### TO DO
Take each line of the data that contains the string "reading" and copy it.

○ ○ ○

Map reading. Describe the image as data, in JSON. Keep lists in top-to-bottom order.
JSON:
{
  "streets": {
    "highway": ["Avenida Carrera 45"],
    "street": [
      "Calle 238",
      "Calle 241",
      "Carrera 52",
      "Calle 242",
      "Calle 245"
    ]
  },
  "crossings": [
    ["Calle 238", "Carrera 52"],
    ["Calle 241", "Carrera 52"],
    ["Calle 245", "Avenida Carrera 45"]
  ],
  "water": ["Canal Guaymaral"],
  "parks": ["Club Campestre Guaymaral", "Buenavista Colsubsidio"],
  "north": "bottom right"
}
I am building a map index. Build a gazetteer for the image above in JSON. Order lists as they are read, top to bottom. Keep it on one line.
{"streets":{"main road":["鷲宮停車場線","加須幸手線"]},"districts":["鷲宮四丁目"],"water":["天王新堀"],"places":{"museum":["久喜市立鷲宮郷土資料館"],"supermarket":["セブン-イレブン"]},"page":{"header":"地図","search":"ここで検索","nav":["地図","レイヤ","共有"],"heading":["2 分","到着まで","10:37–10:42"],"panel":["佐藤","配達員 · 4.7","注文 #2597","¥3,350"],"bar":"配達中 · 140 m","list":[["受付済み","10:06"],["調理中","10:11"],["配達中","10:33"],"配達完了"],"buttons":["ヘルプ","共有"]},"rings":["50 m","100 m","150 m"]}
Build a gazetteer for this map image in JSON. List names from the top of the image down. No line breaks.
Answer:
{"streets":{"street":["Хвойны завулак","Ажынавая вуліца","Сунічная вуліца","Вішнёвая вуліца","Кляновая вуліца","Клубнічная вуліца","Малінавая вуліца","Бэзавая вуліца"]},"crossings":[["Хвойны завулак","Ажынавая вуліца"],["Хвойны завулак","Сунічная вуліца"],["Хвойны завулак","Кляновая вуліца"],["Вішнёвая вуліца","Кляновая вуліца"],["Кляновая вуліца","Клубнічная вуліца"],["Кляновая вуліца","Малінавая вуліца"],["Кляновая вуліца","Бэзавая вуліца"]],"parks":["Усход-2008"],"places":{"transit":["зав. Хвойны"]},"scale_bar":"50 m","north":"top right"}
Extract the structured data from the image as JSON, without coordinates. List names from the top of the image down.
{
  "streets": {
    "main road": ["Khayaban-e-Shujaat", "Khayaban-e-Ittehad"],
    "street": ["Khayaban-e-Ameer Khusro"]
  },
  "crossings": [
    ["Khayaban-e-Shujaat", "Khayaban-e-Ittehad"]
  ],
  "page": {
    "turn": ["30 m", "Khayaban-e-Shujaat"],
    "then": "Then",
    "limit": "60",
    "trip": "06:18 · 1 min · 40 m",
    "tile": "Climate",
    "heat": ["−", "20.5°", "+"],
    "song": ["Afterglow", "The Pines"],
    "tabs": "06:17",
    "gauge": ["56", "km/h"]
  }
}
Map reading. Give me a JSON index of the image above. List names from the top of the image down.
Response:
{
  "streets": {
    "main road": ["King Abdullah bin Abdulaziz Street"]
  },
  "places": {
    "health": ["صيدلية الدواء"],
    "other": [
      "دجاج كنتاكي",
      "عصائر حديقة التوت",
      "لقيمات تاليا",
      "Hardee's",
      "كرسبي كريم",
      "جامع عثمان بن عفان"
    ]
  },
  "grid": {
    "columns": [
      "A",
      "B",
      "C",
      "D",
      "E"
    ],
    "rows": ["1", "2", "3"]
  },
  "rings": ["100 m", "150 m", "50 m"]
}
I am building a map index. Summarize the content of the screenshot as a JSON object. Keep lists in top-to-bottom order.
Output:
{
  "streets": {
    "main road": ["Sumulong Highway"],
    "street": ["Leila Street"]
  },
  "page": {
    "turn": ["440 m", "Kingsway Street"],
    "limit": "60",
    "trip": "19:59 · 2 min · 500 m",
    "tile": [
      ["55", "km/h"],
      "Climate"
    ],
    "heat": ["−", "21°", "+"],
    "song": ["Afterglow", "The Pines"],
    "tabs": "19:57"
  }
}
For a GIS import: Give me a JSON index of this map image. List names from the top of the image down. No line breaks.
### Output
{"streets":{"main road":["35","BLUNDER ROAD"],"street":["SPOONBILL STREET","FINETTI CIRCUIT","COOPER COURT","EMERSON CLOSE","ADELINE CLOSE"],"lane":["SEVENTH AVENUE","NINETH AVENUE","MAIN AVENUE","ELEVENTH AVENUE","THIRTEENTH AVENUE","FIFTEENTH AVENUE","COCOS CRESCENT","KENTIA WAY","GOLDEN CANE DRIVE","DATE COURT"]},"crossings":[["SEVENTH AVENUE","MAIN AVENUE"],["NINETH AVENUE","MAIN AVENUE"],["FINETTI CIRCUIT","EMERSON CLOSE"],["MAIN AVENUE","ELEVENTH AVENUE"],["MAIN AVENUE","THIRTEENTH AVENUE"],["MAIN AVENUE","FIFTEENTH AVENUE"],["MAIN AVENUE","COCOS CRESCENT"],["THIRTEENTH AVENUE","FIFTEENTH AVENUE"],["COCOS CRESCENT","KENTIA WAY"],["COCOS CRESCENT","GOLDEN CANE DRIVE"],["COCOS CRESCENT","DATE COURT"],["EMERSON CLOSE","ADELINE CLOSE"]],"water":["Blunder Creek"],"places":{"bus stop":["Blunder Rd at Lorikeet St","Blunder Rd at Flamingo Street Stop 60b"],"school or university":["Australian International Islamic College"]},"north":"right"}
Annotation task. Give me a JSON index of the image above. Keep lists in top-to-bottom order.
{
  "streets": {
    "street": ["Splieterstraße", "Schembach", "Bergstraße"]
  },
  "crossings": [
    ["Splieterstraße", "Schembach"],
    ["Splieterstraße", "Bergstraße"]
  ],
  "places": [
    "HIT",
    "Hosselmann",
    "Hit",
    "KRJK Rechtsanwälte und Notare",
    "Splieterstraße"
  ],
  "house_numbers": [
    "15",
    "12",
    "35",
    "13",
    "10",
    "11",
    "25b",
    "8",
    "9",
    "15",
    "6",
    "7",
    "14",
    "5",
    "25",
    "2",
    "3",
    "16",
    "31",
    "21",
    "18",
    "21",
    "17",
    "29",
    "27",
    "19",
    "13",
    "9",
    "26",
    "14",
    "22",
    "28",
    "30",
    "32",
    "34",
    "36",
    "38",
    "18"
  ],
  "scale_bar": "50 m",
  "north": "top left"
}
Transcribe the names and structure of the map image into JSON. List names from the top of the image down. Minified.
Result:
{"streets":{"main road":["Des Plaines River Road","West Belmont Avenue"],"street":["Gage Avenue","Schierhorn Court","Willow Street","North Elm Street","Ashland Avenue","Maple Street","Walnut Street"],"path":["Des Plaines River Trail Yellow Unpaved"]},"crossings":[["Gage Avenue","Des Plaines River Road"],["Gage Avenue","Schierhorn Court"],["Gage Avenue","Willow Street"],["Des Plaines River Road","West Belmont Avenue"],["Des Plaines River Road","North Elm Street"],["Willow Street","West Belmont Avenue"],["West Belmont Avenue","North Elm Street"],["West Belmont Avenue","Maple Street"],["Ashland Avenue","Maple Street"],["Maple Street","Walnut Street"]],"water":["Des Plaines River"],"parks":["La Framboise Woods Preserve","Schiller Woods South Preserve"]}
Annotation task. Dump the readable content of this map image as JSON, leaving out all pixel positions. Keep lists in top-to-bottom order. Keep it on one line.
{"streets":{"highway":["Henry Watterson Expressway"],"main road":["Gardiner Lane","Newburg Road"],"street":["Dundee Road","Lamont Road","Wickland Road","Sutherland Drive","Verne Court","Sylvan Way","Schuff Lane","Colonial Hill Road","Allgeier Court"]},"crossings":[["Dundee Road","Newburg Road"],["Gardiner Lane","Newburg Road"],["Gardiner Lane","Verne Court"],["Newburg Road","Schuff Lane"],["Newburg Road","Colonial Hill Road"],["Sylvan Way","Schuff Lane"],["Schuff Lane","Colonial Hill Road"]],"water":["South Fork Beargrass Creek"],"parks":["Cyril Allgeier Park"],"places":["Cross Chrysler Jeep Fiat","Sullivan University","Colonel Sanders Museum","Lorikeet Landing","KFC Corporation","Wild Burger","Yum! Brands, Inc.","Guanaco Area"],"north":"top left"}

○ ○ ○

### COMPLETED EXERCISE
Map reading. Describe the image as data, in JSON. Keep lists in top-to-bottom order.
Map reading. Give me a JSON index of the image above. List names from the top of the image down.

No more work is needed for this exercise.